## Problem to solve
Your answer must be a single number: the count of lines in the entries below that hold "then".

════════

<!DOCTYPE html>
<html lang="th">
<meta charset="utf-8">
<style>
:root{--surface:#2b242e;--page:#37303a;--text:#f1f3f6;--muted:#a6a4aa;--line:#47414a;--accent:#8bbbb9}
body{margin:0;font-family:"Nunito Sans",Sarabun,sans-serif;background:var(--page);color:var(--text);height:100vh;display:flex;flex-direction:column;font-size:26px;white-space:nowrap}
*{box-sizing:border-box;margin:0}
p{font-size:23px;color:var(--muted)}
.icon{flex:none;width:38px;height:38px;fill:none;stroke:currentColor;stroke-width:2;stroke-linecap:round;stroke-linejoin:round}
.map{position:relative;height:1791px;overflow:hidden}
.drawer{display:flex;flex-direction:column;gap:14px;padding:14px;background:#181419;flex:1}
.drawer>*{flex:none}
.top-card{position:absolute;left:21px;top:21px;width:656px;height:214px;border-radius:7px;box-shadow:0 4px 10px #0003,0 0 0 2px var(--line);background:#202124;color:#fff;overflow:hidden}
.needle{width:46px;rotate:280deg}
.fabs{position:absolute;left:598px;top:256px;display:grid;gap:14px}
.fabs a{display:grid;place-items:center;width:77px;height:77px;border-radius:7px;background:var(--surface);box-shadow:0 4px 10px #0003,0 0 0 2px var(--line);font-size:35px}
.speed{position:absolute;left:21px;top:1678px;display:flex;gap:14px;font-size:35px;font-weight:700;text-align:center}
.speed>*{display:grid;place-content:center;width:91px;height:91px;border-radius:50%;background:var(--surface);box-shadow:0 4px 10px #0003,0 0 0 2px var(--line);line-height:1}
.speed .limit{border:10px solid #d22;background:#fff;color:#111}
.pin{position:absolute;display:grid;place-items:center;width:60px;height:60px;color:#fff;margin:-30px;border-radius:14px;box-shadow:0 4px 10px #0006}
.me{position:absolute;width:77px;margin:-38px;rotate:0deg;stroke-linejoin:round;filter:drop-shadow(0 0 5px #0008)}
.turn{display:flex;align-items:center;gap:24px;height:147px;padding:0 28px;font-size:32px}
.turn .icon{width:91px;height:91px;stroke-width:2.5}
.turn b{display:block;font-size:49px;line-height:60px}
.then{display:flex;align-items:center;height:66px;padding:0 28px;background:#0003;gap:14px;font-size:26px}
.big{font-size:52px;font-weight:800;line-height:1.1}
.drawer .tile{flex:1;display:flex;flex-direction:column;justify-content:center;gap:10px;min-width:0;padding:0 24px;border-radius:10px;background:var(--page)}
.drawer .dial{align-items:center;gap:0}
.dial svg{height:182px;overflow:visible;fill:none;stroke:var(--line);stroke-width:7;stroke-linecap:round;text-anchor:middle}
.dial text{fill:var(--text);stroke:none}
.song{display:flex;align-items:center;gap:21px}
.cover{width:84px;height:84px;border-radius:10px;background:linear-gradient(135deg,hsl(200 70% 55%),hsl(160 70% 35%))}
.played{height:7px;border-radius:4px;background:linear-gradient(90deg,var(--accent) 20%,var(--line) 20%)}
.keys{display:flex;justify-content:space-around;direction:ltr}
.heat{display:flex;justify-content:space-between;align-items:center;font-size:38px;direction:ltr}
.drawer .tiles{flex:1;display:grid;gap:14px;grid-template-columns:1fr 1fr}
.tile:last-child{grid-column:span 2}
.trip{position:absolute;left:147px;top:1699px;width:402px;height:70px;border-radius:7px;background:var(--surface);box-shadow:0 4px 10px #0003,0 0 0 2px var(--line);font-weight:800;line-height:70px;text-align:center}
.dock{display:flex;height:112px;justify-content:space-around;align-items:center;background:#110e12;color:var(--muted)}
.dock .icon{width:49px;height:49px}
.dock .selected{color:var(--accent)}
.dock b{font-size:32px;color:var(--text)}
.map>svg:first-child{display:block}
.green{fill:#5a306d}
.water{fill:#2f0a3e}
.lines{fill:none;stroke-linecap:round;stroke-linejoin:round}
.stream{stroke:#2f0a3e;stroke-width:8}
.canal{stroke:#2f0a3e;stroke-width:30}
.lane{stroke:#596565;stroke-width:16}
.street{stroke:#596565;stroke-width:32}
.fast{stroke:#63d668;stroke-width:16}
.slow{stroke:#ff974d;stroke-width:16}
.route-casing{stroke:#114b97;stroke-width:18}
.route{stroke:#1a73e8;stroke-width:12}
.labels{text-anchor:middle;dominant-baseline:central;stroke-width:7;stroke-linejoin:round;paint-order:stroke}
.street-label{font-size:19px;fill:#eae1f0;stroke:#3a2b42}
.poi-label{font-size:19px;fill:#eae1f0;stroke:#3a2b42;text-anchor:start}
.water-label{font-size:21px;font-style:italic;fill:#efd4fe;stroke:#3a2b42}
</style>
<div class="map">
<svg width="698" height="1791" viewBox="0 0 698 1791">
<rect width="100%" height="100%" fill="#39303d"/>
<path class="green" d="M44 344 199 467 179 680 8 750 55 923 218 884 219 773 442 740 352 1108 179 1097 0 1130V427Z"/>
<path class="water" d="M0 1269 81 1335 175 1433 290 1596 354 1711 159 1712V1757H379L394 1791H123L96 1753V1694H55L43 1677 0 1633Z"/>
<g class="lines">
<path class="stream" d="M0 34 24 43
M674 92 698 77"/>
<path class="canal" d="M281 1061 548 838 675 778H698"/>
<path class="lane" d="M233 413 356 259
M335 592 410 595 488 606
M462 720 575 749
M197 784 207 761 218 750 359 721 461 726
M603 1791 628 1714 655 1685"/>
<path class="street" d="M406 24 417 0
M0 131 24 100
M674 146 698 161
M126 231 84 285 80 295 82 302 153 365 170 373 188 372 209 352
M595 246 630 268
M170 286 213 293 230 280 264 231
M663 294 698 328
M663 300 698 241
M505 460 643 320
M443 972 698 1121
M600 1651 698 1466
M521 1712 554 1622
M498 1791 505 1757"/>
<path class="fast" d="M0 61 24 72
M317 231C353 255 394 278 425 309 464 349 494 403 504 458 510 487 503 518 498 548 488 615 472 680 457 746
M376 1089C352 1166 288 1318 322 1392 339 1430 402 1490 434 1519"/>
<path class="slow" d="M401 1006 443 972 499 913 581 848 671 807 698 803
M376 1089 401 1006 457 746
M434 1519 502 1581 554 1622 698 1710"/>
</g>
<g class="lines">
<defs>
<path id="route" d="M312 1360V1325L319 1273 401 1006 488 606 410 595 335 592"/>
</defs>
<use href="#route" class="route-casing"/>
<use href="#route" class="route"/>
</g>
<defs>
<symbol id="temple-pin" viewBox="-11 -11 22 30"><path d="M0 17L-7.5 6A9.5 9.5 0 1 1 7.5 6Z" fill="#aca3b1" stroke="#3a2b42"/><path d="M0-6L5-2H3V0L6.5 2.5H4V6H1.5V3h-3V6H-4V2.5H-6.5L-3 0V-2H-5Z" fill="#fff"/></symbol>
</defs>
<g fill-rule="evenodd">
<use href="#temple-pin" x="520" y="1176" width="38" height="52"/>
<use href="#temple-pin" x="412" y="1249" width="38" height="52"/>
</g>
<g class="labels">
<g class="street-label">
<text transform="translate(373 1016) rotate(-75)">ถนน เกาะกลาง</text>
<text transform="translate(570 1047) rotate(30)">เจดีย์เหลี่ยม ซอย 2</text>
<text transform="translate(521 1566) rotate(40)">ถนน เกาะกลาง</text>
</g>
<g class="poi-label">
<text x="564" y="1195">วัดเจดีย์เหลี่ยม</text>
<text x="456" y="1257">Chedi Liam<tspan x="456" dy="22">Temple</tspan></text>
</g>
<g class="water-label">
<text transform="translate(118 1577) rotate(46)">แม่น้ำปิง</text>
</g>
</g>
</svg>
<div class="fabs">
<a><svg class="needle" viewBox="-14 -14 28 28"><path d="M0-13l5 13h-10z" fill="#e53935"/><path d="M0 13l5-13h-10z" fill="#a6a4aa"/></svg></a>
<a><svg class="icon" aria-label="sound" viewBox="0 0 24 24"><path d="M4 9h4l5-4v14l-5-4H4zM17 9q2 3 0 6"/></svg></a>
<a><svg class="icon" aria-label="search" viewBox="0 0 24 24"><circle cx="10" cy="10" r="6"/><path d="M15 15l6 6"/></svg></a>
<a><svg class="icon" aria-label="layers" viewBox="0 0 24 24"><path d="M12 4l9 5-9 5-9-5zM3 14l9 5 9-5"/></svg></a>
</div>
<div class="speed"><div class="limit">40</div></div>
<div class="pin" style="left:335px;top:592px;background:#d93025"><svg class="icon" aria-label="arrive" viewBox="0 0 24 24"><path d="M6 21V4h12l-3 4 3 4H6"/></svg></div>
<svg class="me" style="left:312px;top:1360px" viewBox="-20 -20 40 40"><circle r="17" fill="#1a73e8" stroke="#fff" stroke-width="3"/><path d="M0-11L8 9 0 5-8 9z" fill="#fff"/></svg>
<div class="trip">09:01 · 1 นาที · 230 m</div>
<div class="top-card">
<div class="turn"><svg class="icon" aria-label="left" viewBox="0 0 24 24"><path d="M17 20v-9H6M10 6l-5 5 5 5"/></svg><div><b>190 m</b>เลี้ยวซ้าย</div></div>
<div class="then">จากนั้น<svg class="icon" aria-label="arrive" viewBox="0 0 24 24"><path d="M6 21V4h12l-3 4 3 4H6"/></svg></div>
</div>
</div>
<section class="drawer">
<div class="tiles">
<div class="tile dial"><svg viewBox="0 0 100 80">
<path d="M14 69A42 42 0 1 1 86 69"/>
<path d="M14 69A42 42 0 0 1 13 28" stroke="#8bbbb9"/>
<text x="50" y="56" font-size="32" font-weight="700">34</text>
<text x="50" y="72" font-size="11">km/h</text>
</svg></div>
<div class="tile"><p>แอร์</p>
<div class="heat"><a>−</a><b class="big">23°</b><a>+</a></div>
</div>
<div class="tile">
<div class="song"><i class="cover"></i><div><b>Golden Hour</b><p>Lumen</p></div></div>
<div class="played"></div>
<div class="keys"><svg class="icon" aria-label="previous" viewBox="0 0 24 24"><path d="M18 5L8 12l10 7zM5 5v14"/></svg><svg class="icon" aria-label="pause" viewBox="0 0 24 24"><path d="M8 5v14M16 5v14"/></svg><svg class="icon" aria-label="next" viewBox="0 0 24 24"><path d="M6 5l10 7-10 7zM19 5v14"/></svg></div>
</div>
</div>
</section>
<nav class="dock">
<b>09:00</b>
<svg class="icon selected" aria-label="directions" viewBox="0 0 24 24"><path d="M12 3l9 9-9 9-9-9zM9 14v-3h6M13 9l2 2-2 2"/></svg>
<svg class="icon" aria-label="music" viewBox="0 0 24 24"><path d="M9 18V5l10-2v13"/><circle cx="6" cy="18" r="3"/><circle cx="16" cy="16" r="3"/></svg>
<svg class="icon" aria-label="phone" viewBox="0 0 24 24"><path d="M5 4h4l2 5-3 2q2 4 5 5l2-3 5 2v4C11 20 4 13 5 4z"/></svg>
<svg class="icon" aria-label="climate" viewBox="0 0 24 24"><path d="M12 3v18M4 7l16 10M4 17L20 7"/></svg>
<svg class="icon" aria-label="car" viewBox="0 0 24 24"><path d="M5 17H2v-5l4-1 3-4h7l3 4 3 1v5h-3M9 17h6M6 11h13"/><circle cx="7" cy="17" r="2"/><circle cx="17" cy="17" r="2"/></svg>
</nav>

════════

## Task result
2